Quali sono gli approcci di natura terapeutica che si possono mettere in campo? Per prima cosa il somministrare degli antipsicotici, tendono in tal senso a diminuire l’intensità e la frequenza con la quale questi attacchi si possono manifestare. La somministrazione potrebbe avvenire tramite iniezione o magari potrebbe essere ingerita.

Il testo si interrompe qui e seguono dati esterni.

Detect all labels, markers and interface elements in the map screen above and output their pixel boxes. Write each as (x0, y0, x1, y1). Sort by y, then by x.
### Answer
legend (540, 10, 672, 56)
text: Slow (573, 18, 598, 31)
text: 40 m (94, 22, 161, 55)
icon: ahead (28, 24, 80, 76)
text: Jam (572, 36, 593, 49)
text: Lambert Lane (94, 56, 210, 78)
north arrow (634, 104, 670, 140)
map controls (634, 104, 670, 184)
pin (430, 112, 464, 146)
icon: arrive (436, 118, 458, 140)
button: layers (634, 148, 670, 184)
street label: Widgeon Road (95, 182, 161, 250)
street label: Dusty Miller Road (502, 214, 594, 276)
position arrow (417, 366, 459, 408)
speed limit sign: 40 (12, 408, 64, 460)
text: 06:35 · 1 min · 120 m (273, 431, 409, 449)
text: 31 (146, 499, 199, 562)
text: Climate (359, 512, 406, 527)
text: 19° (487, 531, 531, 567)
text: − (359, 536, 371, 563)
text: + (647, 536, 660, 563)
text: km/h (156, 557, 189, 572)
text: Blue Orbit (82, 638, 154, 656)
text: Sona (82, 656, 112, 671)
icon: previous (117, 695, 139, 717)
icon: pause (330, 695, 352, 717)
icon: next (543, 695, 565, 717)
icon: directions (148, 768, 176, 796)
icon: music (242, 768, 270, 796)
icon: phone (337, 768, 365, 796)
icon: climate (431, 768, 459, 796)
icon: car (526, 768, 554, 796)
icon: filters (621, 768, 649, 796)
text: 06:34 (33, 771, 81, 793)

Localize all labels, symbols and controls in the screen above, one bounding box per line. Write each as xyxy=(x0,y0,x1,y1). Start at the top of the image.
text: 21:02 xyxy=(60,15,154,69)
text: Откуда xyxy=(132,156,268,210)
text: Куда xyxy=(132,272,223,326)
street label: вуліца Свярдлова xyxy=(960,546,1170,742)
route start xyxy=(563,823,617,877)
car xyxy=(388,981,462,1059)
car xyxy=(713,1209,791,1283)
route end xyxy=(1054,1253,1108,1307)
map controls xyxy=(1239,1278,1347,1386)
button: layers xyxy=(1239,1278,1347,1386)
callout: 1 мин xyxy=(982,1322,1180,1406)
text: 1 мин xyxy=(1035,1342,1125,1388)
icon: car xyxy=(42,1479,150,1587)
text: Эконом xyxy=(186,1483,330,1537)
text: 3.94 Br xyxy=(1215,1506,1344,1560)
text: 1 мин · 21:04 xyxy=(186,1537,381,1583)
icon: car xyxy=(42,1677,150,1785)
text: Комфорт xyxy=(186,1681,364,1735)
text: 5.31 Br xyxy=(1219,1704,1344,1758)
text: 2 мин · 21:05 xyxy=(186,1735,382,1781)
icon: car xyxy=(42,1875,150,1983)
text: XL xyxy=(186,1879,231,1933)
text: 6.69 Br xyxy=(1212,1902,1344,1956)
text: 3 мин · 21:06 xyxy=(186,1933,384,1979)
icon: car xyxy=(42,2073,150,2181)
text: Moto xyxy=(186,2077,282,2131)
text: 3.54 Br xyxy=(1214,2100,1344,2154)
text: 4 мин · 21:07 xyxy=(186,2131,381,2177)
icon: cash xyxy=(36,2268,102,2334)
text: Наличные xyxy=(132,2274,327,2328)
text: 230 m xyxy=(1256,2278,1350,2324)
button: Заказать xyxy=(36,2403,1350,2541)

Un’altra metodologia che si associa e si collega a quella dei farmaci è l’intevento definito psicosociale. In tal senso l’obiettivo è quello di avere una persona che funzioni in maniera il più possibile efficiente nella vita quotidiana, si parla in tal senso di scuola, famiglia e lavoro.

Tuttavia per dare un supporto che sia il più efficace possibile, serve coinvolgere la famiglia e gli amici, infatti questi vivono a tutti gli effetti le problematiche del paziente e le crisi che potrebbe avere. Infatti un approccio empatico, un trattamento adeguato, la compassione, aiutano il paziente a migliorare le sue possibilità di avere un recupero adeguato.

Ovviamente dovranno essere impostate delle linee guida che come tali consentano di comprendere famiglia, amici. In questo modo si potrà affrontare meglio la problematica, per consentire di migliorare le strategie di coping. La schizofrenia ebefrenica va trattata in modo tale che l’approccio sia sistemico, riguardi quindi il paziente e nello stesso tempo tutta la rete di contatti che ruotano attorno al paziente.